Start of Source data
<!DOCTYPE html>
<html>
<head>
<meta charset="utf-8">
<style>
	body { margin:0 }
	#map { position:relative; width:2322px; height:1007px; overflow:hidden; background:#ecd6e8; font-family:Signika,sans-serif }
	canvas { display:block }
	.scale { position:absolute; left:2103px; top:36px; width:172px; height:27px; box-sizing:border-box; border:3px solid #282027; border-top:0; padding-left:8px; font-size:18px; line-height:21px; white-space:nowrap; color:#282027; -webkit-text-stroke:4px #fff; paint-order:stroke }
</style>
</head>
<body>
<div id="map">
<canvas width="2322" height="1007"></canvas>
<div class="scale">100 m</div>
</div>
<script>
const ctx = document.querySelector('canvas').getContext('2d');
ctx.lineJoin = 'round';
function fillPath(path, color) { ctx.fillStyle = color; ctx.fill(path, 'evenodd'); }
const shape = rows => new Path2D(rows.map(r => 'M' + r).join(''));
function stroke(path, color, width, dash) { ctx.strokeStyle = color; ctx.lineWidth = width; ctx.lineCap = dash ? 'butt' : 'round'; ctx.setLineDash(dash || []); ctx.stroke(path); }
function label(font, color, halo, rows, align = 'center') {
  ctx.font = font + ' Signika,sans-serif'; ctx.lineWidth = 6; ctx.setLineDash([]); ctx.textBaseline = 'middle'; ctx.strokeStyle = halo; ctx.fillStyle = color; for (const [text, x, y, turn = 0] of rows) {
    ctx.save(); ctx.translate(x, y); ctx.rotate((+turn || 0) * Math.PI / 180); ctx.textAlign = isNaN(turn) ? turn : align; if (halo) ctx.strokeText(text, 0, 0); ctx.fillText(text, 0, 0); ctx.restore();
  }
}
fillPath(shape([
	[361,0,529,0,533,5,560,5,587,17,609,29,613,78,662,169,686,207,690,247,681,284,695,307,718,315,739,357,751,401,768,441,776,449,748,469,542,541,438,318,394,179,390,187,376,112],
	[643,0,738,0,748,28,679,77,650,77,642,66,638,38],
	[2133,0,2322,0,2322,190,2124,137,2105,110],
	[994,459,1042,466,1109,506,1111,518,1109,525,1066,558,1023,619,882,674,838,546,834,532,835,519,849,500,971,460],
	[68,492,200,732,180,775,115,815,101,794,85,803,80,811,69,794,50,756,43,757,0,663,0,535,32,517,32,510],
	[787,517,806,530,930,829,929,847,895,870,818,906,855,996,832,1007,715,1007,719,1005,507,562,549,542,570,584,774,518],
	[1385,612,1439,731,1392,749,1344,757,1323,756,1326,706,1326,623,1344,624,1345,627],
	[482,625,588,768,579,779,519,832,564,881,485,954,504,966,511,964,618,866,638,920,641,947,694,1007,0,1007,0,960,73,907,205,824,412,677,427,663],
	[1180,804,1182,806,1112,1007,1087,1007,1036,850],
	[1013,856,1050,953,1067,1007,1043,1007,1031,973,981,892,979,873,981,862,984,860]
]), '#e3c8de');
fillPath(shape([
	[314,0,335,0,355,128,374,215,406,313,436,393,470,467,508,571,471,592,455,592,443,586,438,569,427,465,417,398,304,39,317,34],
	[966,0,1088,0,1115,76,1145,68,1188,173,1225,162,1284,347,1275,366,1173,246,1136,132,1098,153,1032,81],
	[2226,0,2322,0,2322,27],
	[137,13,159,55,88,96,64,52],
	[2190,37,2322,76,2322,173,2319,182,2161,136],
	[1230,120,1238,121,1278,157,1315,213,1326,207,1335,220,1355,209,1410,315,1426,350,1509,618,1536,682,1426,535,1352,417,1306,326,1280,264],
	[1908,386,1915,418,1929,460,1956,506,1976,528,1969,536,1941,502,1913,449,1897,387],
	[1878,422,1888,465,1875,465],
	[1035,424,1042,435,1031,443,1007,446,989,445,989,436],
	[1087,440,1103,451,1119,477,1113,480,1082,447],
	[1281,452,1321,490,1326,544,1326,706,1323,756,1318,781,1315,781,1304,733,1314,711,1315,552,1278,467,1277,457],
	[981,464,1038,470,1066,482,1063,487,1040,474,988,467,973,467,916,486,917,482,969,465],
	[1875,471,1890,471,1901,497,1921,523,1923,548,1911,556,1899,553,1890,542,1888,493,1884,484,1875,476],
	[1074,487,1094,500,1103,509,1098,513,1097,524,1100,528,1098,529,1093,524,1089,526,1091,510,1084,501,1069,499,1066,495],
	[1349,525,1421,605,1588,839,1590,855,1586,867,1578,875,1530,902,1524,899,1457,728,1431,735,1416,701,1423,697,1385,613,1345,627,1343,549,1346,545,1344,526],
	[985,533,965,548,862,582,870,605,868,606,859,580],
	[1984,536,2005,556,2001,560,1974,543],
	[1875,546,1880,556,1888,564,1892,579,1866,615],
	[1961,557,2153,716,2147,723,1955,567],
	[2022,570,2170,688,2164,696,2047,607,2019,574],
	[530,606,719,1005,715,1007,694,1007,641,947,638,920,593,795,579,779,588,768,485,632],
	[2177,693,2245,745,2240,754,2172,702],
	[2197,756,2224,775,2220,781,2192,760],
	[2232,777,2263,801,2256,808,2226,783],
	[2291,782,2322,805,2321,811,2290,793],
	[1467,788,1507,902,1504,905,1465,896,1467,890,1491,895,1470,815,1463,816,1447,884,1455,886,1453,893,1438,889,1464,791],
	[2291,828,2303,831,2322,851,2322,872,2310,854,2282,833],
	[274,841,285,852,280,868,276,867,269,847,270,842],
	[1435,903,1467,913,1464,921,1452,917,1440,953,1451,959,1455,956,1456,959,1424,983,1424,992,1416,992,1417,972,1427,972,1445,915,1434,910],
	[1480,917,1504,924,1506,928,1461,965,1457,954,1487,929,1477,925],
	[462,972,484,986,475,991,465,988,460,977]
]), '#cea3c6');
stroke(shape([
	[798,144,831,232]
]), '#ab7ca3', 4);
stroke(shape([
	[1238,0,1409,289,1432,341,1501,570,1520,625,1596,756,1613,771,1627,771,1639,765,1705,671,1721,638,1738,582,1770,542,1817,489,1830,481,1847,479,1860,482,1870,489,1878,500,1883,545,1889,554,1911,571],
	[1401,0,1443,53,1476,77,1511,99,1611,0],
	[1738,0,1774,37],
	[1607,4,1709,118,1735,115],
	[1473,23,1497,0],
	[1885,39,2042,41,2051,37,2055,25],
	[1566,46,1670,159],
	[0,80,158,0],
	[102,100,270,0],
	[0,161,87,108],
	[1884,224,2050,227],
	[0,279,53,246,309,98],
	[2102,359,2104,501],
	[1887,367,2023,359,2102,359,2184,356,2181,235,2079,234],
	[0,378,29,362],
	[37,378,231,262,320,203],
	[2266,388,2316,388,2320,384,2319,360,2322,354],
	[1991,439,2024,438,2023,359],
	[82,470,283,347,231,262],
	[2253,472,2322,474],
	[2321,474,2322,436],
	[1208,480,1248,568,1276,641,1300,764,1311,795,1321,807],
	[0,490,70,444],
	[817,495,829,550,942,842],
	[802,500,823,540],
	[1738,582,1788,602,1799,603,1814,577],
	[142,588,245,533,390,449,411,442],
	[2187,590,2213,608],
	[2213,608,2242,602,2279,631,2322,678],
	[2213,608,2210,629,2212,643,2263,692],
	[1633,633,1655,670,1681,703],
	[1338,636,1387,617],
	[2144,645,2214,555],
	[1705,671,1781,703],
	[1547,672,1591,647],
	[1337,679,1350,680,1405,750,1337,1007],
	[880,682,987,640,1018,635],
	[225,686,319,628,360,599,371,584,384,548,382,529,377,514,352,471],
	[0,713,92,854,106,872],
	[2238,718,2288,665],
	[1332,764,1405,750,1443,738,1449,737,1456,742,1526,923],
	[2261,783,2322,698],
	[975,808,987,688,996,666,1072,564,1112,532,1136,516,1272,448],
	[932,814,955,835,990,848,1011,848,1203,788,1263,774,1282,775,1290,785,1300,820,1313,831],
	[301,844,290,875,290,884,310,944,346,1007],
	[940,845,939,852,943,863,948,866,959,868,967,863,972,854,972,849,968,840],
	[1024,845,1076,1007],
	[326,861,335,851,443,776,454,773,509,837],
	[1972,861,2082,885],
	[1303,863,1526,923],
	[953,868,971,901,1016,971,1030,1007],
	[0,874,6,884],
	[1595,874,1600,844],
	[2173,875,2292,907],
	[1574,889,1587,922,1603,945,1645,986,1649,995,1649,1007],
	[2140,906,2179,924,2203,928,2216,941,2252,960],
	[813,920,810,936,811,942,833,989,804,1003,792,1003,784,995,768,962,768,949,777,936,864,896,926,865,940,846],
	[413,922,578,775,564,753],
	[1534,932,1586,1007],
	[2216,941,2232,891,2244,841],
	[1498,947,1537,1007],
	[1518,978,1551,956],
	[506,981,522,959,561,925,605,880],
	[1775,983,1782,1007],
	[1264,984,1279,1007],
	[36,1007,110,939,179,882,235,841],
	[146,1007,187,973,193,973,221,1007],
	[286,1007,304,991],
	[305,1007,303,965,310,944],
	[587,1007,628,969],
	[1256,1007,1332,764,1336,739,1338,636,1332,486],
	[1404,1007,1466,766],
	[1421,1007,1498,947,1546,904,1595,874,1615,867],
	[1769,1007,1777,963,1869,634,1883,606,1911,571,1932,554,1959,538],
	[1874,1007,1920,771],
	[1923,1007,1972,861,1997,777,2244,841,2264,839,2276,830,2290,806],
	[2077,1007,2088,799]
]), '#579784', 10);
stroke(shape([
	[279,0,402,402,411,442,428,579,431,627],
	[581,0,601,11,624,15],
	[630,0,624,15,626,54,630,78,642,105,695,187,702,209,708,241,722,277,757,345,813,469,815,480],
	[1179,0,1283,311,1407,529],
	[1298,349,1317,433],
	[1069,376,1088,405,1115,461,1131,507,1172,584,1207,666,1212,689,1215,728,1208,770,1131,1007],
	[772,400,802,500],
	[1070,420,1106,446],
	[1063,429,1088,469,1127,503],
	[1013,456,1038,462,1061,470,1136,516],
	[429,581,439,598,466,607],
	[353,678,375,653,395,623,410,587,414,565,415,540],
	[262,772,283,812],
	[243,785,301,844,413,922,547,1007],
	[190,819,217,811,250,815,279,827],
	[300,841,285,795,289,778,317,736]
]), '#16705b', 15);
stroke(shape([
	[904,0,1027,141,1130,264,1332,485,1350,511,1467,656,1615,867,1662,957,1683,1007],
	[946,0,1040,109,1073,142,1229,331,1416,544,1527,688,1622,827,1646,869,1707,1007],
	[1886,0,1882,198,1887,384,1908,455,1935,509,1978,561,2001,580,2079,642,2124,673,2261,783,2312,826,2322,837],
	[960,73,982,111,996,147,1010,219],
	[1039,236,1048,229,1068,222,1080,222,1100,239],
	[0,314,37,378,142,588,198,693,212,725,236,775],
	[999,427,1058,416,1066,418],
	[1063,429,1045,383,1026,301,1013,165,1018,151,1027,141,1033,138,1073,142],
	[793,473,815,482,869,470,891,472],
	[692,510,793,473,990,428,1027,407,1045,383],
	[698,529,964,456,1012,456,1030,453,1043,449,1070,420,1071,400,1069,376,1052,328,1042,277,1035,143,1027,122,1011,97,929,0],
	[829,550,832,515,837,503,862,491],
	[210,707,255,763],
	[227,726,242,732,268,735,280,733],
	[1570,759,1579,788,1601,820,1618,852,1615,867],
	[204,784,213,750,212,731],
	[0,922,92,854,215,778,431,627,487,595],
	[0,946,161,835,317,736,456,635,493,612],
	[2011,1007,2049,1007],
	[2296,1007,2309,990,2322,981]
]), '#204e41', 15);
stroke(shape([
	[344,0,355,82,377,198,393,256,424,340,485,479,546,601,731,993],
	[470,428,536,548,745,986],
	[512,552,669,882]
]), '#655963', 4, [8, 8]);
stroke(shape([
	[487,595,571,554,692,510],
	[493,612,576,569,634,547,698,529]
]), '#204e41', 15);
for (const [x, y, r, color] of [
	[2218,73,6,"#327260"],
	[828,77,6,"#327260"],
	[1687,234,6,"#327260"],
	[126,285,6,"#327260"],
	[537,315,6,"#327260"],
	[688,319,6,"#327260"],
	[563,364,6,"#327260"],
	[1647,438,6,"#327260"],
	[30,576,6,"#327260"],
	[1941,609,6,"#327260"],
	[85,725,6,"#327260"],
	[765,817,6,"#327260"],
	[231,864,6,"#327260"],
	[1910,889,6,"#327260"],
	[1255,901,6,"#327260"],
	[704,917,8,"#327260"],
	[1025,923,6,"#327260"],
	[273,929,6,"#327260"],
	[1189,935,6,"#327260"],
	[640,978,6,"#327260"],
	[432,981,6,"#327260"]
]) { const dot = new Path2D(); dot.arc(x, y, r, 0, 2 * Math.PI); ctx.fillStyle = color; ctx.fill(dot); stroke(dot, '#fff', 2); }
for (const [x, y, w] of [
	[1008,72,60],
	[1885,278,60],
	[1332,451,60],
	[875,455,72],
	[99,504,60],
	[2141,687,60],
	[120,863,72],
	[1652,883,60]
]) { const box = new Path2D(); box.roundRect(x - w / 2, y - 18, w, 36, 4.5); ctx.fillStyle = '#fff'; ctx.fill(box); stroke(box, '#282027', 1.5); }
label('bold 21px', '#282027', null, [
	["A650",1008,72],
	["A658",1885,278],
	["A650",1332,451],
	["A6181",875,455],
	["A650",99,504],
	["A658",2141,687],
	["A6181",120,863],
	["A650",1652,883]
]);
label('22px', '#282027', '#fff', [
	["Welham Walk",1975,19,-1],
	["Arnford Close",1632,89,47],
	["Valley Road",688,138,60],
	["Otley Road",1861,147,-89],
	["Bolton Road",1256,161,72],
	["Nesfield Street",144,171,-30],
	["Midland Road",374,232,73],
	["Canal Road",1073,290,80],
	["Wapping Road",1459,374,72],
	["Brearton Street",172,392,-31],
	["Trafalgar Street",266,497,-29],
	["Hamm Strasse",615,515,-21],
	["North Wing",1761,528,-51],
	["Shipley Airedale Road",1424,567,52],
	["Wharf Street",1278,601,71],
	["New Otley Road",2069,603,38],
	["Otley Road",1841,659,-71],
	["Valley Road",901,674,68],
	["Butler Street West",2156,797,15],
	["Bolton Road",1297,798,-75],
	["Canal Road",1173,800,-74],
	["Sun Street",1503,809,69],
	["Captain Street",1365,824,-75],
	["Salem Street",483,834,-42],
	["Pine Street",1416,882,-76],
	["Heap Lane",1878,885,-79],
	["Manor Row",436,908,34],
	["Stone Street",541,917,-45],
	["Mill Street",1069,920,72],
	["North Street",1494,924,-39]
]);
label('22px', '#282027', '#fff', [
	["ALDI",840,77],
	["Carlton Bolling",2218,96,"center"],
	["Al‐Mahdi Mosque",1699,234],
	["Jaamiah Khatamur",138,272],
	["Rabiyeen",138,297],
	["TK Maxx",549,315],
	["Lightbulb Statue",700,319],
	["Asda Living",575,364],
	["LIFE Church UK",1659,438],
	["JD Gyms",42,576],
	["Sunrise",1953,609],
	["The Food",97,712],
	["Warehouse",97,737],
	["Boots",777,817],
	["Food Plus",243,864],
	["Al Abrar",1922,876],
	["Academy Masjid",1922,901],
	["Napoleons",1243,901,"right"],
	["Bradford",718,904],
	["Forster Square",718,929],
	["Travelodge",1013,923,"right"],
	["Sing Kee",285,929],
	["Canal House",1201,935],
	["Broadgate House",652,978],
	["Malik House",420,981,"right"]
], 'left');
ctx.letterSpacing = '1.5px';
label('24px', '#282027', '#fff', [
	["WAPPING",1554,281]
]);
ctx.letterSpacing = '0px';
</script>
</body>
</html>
End of Source data
* **Work to be completed**: In the answer, give the lines from the first line of the data through the line with "const shape = rows", exactly as they appear and with no additions.

* **Result of this task**:
<!DOCTYPE html>
<html>
<head>
<meta charset="utf-8">
<style>
	body { margin:0 }
	#map { position:relative; width:2322px; height:1007px; overflow:hidden; background:#ecd6e8; font-family:Signika,sans-serif }
	canvas { display:block }
	.scale { position:absolute; left:2103px; top:36px; width:172px; height:27px; box-sizing:border-box; border:3px solid #282027; border-top:0; padding-left:8px; font-size:18px; line-height:21px; white-space:nowrap; color:#282027; -webkit-text-stroke:4px #fff; paint-order:stroke }
</style>
</head>
<body>
<div id="map">
<canvas width="2322" height="1007"></canvas>
<div class="scale">100 m</div>
</div>
<script>
const ctx = document.querySelector('canvas').getContext('2d');
ctx.lineJoin = 'round';
function fillPath(path, color) { ctx.fillStyle = color; ctx.fill(path, 'evenodd'); }
const shape = rows => new Path2D(rows.map(r => 'M' + r).join(''));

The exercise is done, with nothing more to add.